The iteration can be performed using the standard iterator API.


In [14]:
t = test()
try:
    while True:
        print(next(t))
except StopIteration:
    print('done')


1
2
done

A generator object can be used anywhere an iterator is supported, e.g., for loops.


In [15]:
for i in test():
    print(i)


1
2

Generators as Coroutines

Python 2.5 added the ability to not only get data from a generator, but also to send data to it. yield turned from a statement into an expression. Functions that use this feature are called coroutines.


In [16]:
def test():
    x = yield 1
    yield x**2
    
t = test()
print(next(t))  # go to the first yield
print(t.send(3))


1
9

Note that next(t) is equivalent to t.send(None).

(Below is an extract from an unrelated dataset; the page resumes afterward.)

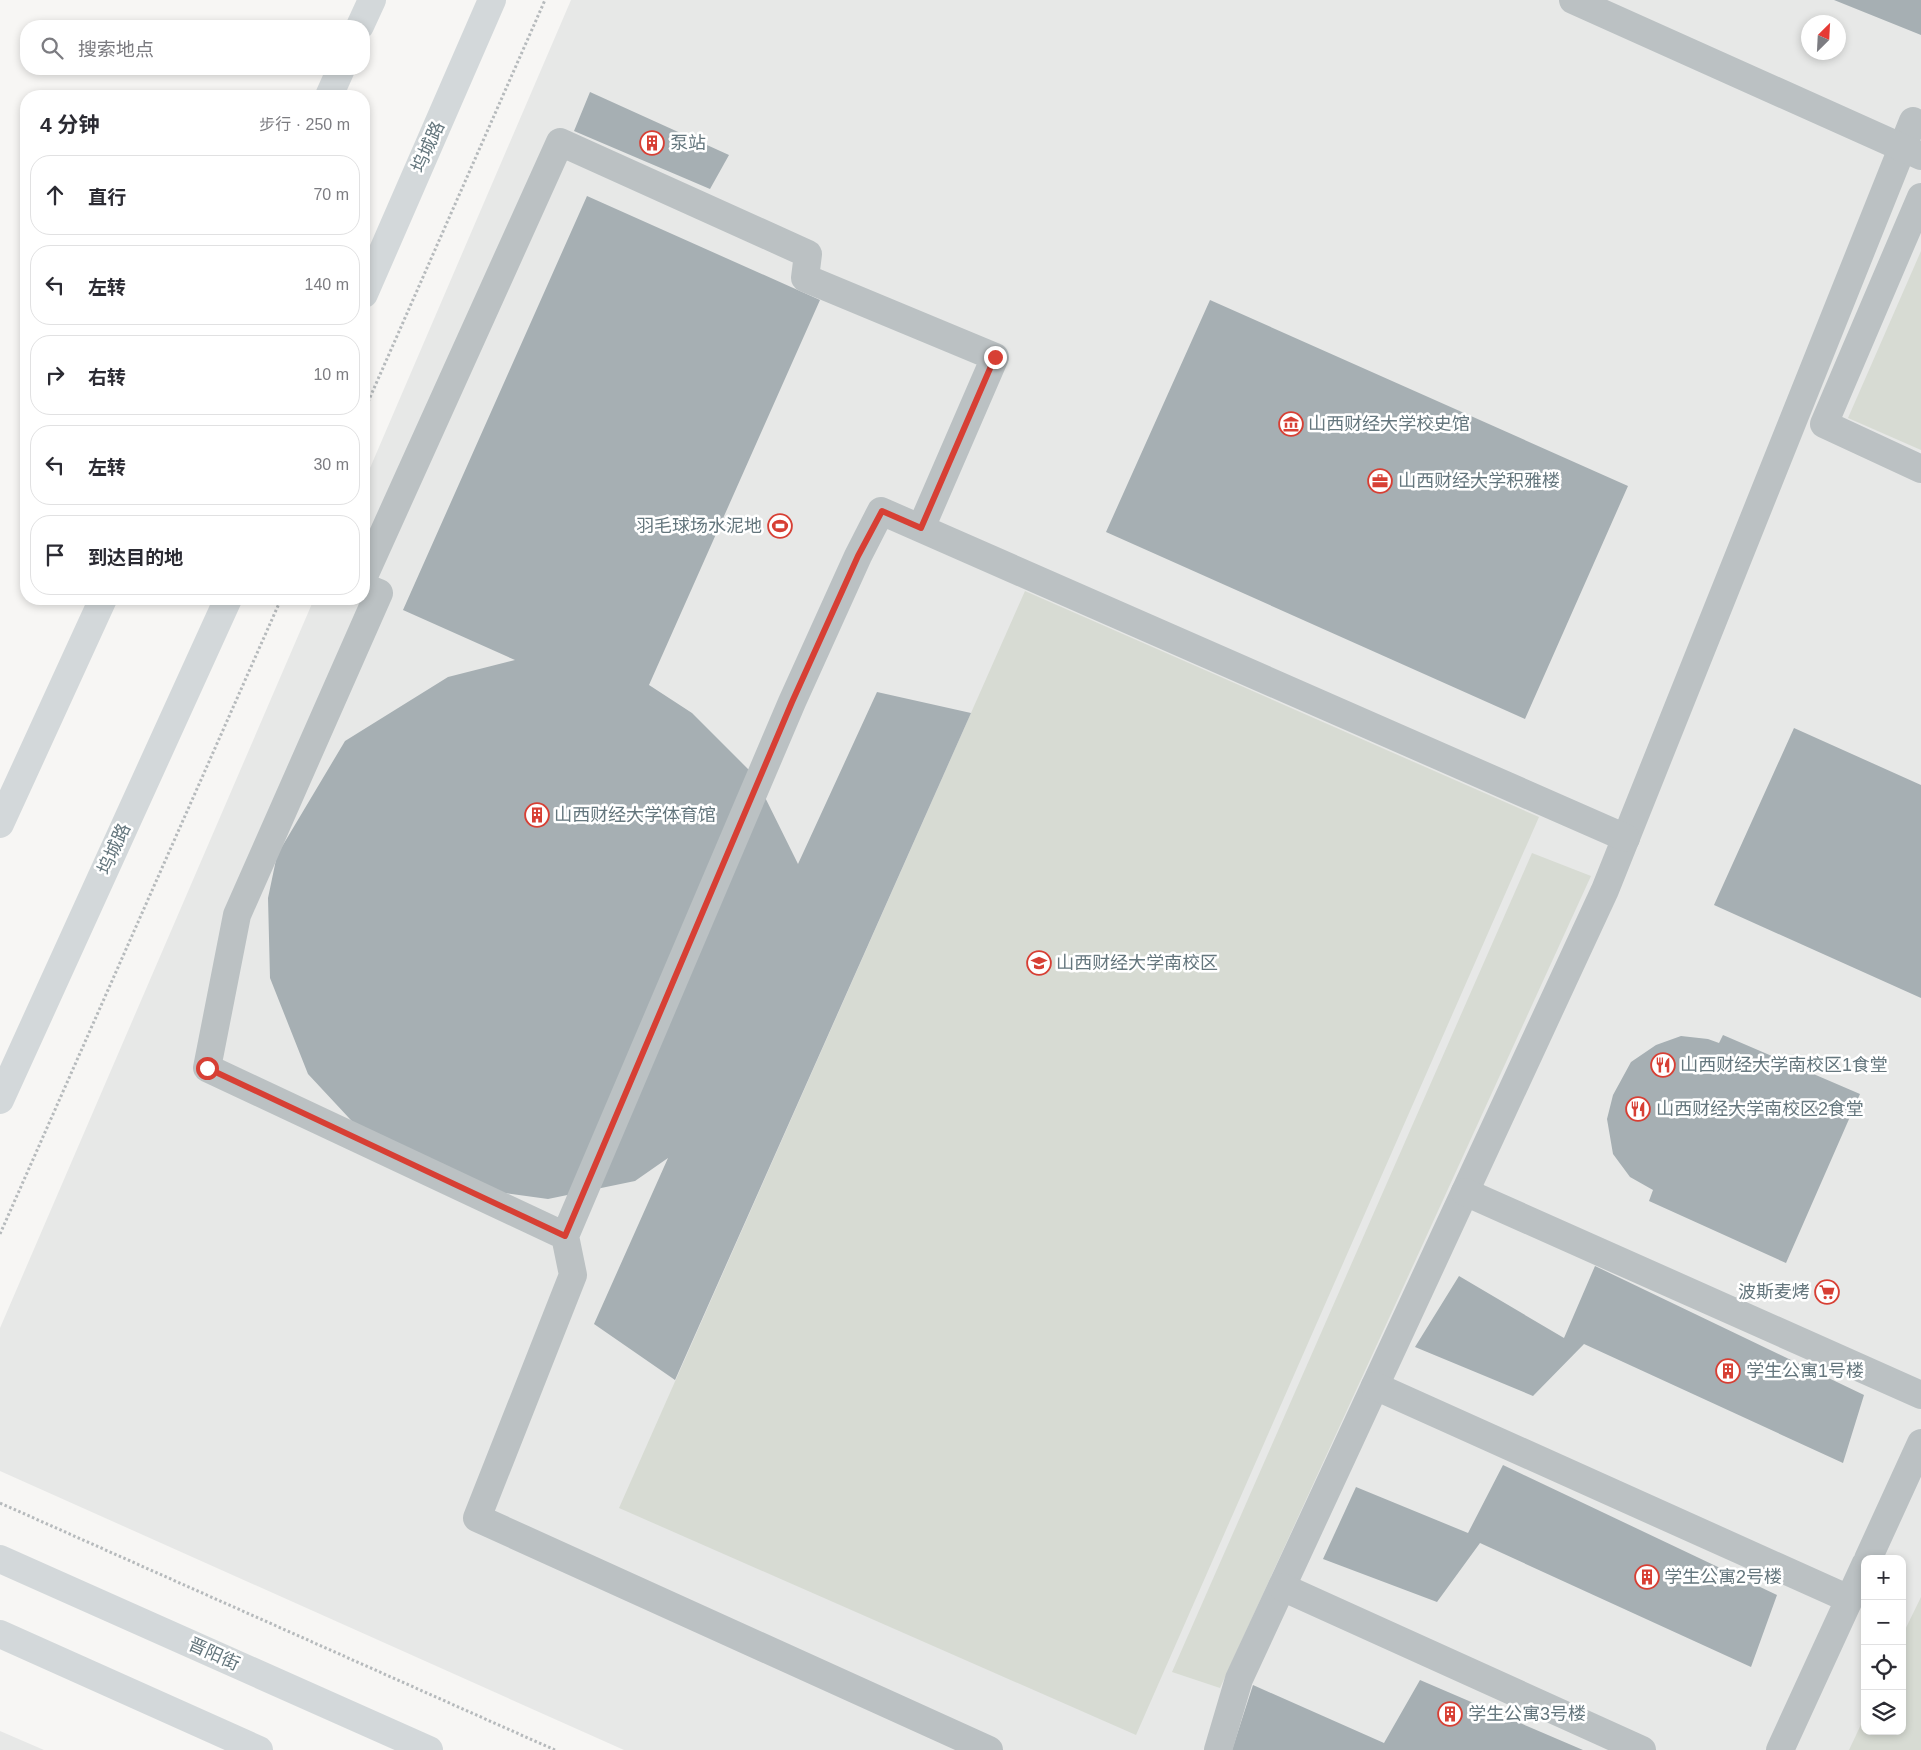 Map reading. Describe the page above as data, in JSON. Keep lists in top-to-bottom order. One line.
{"streets":{"main road":["坞城路","晋阳街"]},"places":{"building":["泵站","山西财经大学体育馆","学生公寓1号楼","学生公寓2号楼","学生公寓3号楼"],"museum":["山西财经大学校史馆"],"office":["山西财经大学积雅楼"],"sports":["羽毛球场水泥地"],"school or university":["山西财经大学南校区"],"restaurant":["山西财经大学南校区1食堂","山西财经大学南校区2食堂"],"supermarket":["波斯麦烤"]},"north":"top right","page":{"search":"搜索地点","heading":["4 分钟","步行 · 250 m"],"list":[["直行","70 m"],["左转","140 m"],["右转","10 m"],["左转","30 m"],"到达目的地"],"map_buttons":["+","−"]}}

Forwarding an iterator is easy:


In [17]:
def test():
    yield 1
    yield 2
    
def wrapper():
    for i in test():
        yield i
        
for i in wrapper():
    print(i)


1
2

Doing the same with a coroutine on the other hand is quite hard (see PEP 380), so Python 3.3 introduced yield from.

yield from

Wrapping/forwarding coroutines with yield from is easy. This is, for example, important if you want to refactor a coroutine by extracting a sub-coroutine.


In [18]:
def test():
    x = yield 1
    yield x**2
    
def wrapper():
    yield from test()
    
w = wrapper()
print(next(w))
print(w.send(3))


1
9

The same PEP also introduced return statements in coroutines, to transport a return value via StopIteration.


In [19]:
def test():
    for i in range(3):
        yield i
    return 'done'

for i in test():
    print(i)


0
1
2

In [20]:
t = test()
try:
    while True:
        print(next(t))
except StopIteration as e:
    print(e.value)


0
1
2
done

The return value also becomes the value of yield from:


In [21]:
def wrapper():
    value = yield from test()
    print('wrapper got:', value)
    return 'wrapper done'

for i in wrapper():
    print(i)


0
1
2
wrapper got: done

So yield from transparently pipes through the iterations and provides the end result value.

More random info about Generators

Yield and List Comprehensions (or Generator Expressions)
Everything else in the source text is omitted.